Continuing my discussion of how to troubleshoot temperature control equipment, in this issue I will look at more potential problems and their possible fixes.

Problems With Electrical Heating

Suppose the temperature is well below setpoint, but heat remains off. Check the heater circuit for loss of line voltage, blown fuses, tripped breaker or heater open circuit. If the contactor coil is energized, check for failure to operate or burned out contacts. If the contactor coil is not energized, power could be failing to get to the controller's internal relay. Alternatively, that relay could be failing to close or have defective contacts.
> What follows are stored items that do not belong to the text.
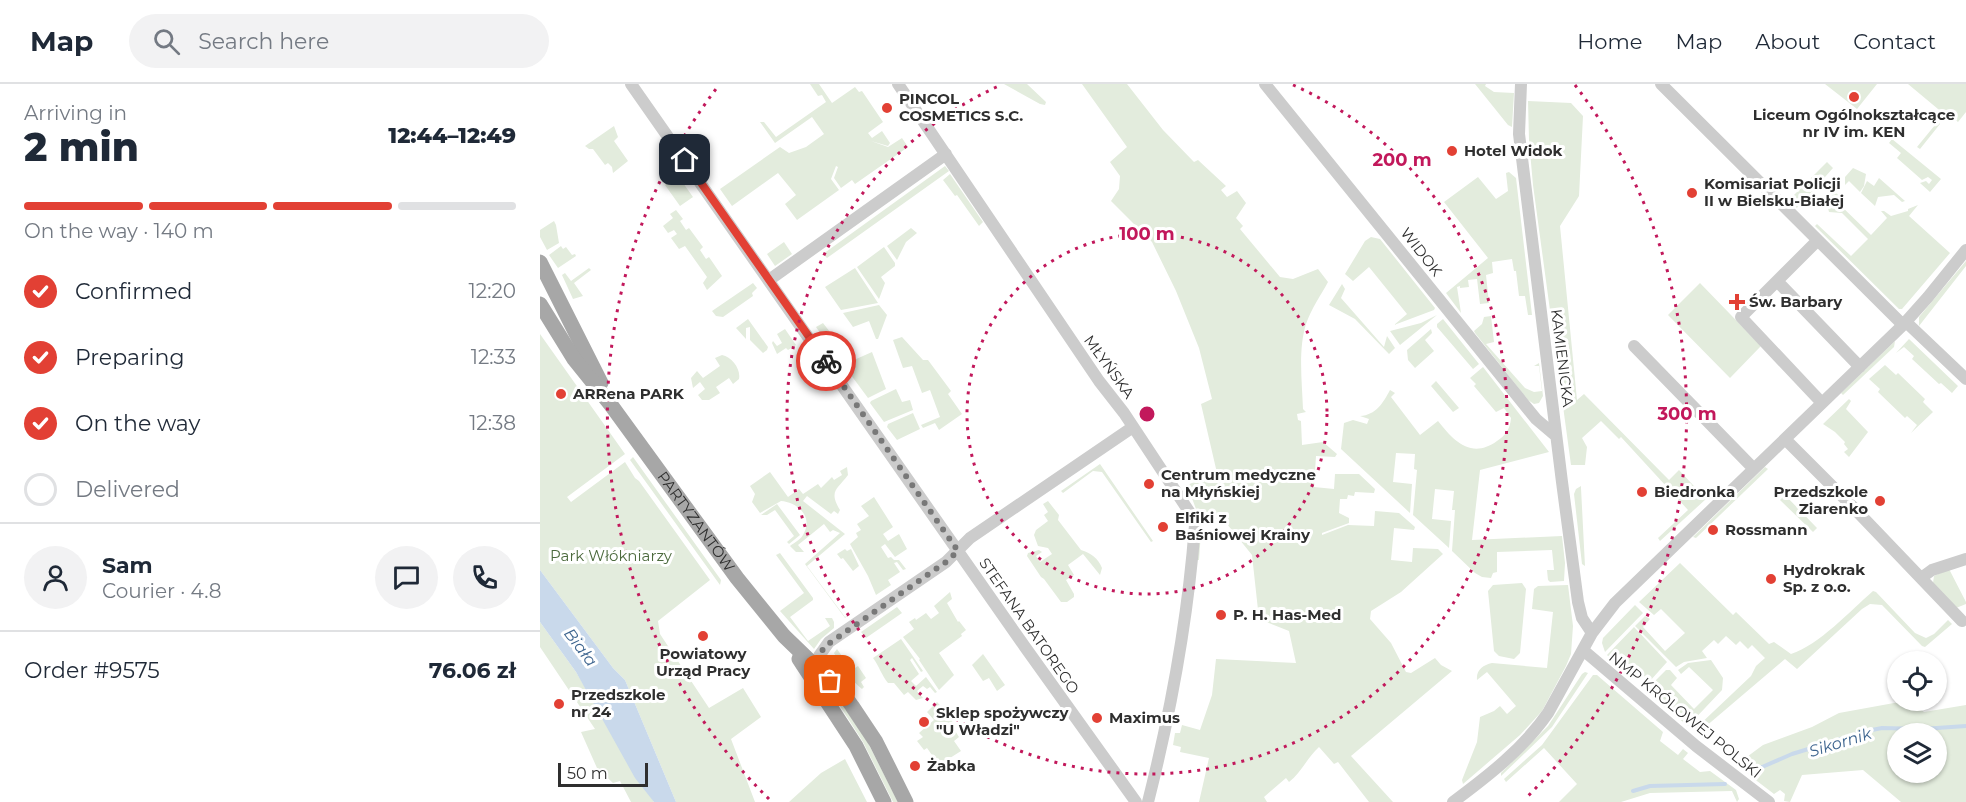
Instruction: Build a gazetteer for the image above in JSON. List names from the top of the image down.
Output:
{
  "streets": {
    "main road": ["PARTYZANTÓW"],
    "street": [
      "WIDOK",
      "KAMIENICKA",
      "MŁYŃSKA",
      "STEFANA BATOREGO",
      "NMP KRÓLOWEJ POLSKI"
    ]
  },
  "crossings": [
    ["WIDOK", "KAMIENICKA"]
  ],
  "water": ["Biała", "Sikornik"],
  "parks": ["Park Włókniarzy"],
  "places": {
    "other": [
      "Liceum Ogólnokształcące nr IV im. KEN",
      "PINCOL COSMETICS S.C.",
      "Hotel Widok",
      "Komisariat Policji II w Bielsku-Białej",
      "ARRena PARK",
      "Centrum medyczne na Młyńskiej",
      "Biedronka",
      "Przedszkole Ziarenko",
      "Elfiki z Baśniowej Krainy",
      "Rossmann",
      "Hydrokrak Sp. z o.o.",
      "P. H. Has-Med",
      "Powiatowy Urząd Pracy",
      "Przedszkole nr 24",
      "Maximus",
      "Sklep spożywczy \"U Władzi\"",
      "Żabka"
    ],
    "health": ["Św. Barbary"]
  },
  "scale_bar": "50 m",
  "page": {
    "header": "Map",
    "search": "Search here",
    "nav": [
      "Home",
      "Map",
      "About",
      "Contact"
    ],
    "heading": ["2 min", "Arriving in", "12:44–12:49"],
    "panel": [
      "Sam",
      "Courier · 4.8",
      "Order #9575",
      "76.06 zł"
    ],
    "bar": "On the way · 140 m",
    "list": [
      ["Confirmed", "12:20"],
      ["Preparing", "12:33"],
      ["On the way", "12:38"],
      "Delivered"
    ],
    "scale": "50 m"
  },
  "rings": ["200 m", "100 m", "300 m"]
}
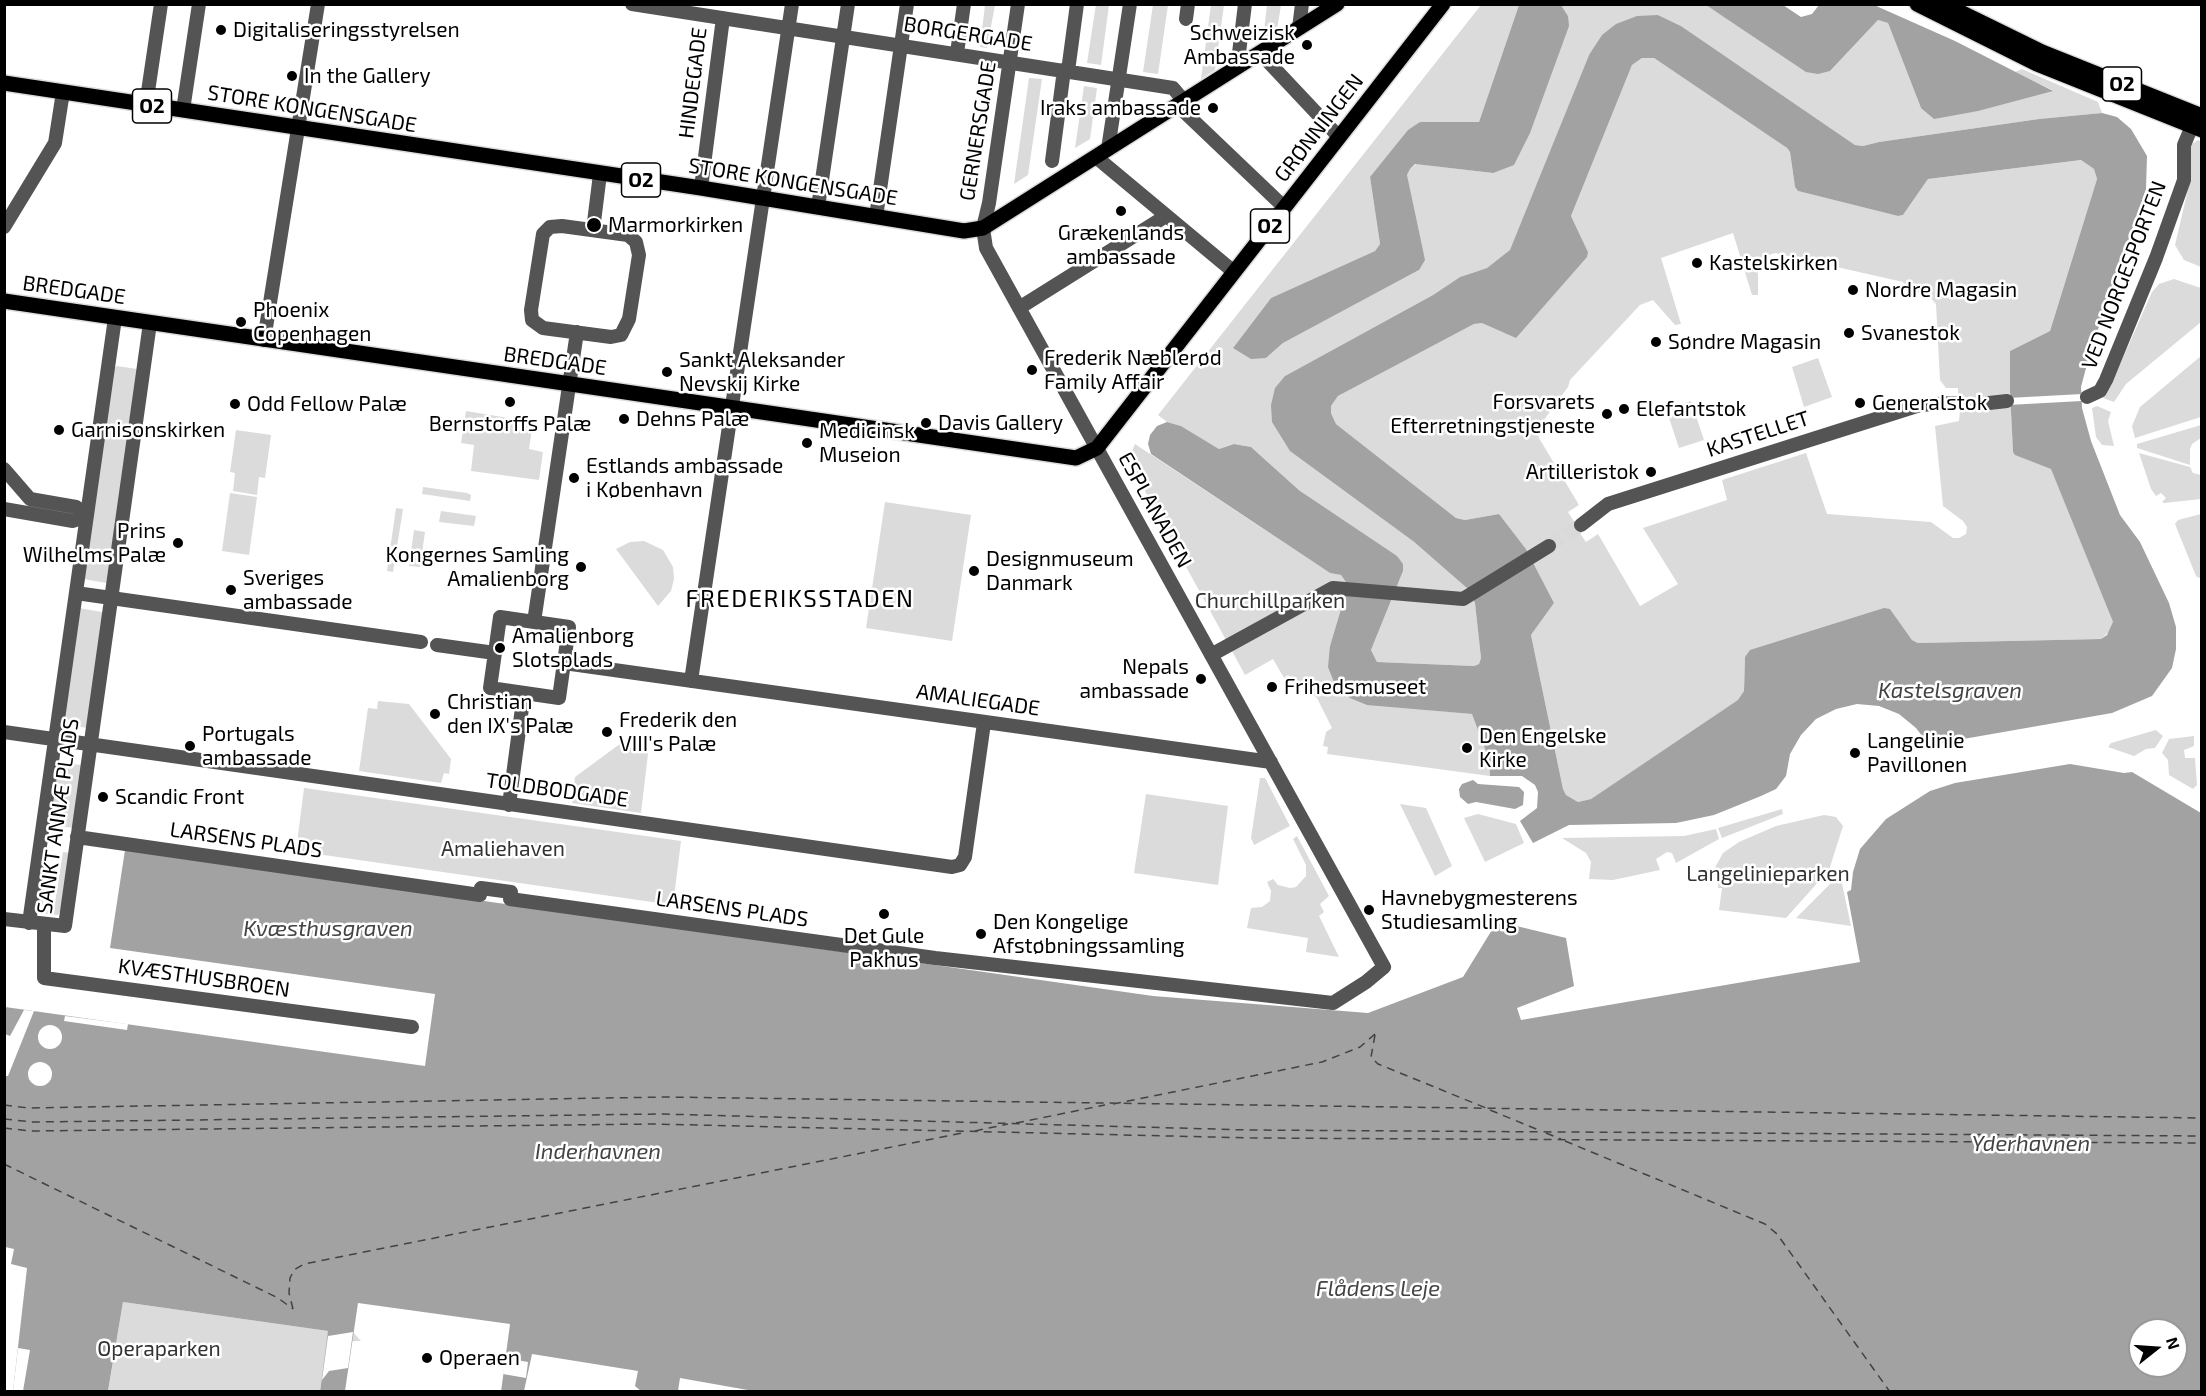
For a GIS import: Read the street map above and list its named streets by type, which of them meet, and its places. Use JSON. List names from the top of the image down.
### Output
{
  "streets": {
    "main road": [
      "O2",
      "STORE KONGENSGADE",
      "GRØNNINGEN",
      "BREDGADE"
    ],
    "street": [
      "BORGERGADE",
      "HINDEGADE",
      "GERNERSGADE",
      "VED NORGESPORTEN",
      "KASTELLET",
      "ESPLANADEN",
      "AMALIEGADE",
      "TOLDBODGADE",
      "SANKT ANNÆ PLADS",
      "LARSENS PLADS",
      "KVÆSTHUSBROEN"
    ]
  },
  "crossings": [
    ["BORGERGADE", "HINDEGADE"],
    ["BORGERGADE", "STORE KONGENSGADE"],
    ["BORGERGADE", "GRØNNINGEN"],
    ["BORGERGADE", "GERNERSGADE"],
    ["HINDEGADE", "STORE KONGENSGADE"],
    ["O2", "VED NORGESPORTEN"],
    ["STORE KONGENSGADE", "GERNERSGADE"],
    ["STORE KONGENSGADE", "ESPLANADEN"],
    ["GRØNNINGEN", "BREDGADE"],
    ["GRØNNINGEN", "ESPLANADEN"],
    ["GERNERSGADE", "ESPLANADEN"],
    ["BREDGADE", "ESPLANADEN"],
    ["BREDGADE", "SANKT ANNÆ PLADS"],
    ["ESPLANADEN", "AMALIEGADE"],
    ["ESPLANADEN", "LARSENS PLADS"],
    ["AMALIEGADE", "TOLDBODGADE"],
    ["TOLDBODGADE", "SANKT ANNÆ PLADS"],
    ["SANKT ANNÆ PLADS", "LARSENS PLADS"],
    ["SANKT ANNÆ PLADS", "KVÆSTHUSBROEN"]
  ],
  "districts": ["FREDERIKSSTADEN"],
  "water": [
    "Kastelsgraven",
    "Kvæsthusgraven",
    "Yderhavnen",
    "Inderhavnen",
    "Flådens Leje"
  ],
  "parks": [
    "Churchillparken",
    "Amaliehaven",
    "Langelinieparken",
    "Operaparken"
  ],
  "places": [
    "Digitaliseringsstyrelsen",
    "Schweizisk Ambassade",
    "In the Gallery",
    "Iraks ambassade",
    "Grækenlands ambassade",
    "Marmorkirken",
    "Kastelskirken",
    "Nordre Magasin",
    "Phoenix Copenhagen",
    "Svanestok",
    "Søndre Magasin",
    "Frederik Næblerød Family Affair",
    "Sankt Aleksander Nevskij Kirke",
    "Bernstorffs Palæ",
    "Generalstok",
    "Odd Fellow Palæ",
    "Elefantstok",
    "Forsvarets Efterretningstjeneste",
    "Dehns Palæ",
    "Davis Gallery",
    "Garnisonskirken",
    "Medicinsk Museion",
    "Artilleristok",
    "Estlands ambassade i København",
    "Prins Wilhelms Palæ",
    "Kongernes Samling Amalienborg",
    "Designmuseum Danmark",
    "Sveriges ambassade",
    "Amalienborg Slotsplads",
    "Nepals ambassade",
    "Frihedsmuseet",
    "Christian den IX's Palæ",
    "Frederik den VIII's Palæ",
    "Portugals ambassade",
    "Den Engelske Kirke",
    "Langelinie Pavillonen",
    "Scandic Front",
    "Havnebygmesterens Studiesamling",
    "Det Gule Pakhus",
    "Den Kongelige Afstøbningssamling",
    "Operaen"
  ],
  "north": "right"
}
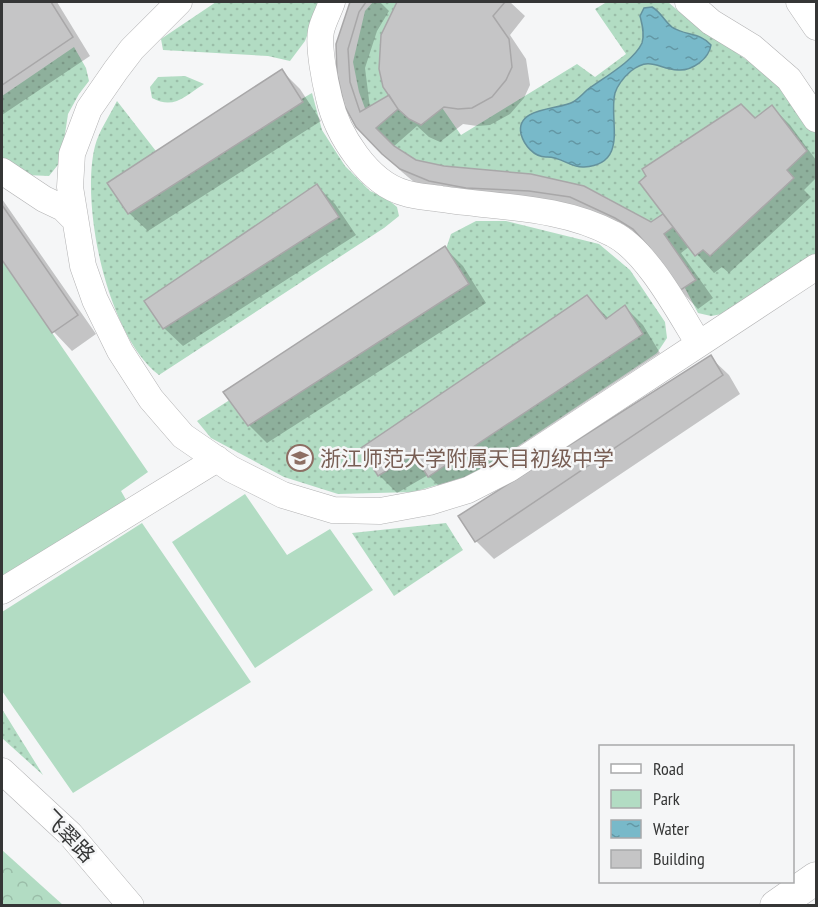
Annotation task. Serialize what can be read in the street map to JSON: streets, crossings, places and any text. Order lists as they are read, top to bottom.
{
  "streets": {
    "street": ["飞翠路"]
  },
  "places": {
    "school or university": ["浙江师范大学附属天目初级中学"]
  },
  "legend": [
    "Road",
    "Park",
    "Water",
    "Building"
  ]
}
Potential Trap. When the control relay is of a solid-state type - for example, a triac switch - you cannot check its continuity with a DC continuity meter. Triacs need an AC voltage and at least a 50 mA load to check their operation.

Another Potential Trap. Suppose you disconnect the contactor coil and use a voltmeter to check whether a controller's internal relay or triac is passing voltage through and blocking it when required. You probably will find a voltage there all the time. Why? A snubber (spark and contact erosion supressor) often is fitted internally across the triac or relay contacts. This can pass a tiny current - enough to show full line voltage on your meter when the relay or triac is open, but nowhere near enough to pull in a contactor coil. Even without the snubber, a triac switch could leak enough current to show on a modern high impedance voltmeter. A 120 V, 5 W filament lamp (night light) works well as a tester.

Another Potential Trap and Serious Hazard. In place of mercury or magnetic contactors for heater control, more processes are using solid-state relays. They come in two versions, designed for either low voltage logic, typically 10 VDC, or 120 VAC logic at the input terminals. The 120 VAC version from some manufacturers has an input impedance of some 120 kA. The result is that a controller, supposedly off, with a triac or relay output and a snubber fitted, will pass enough current to keep the solid-state relay switched on, overheating the process.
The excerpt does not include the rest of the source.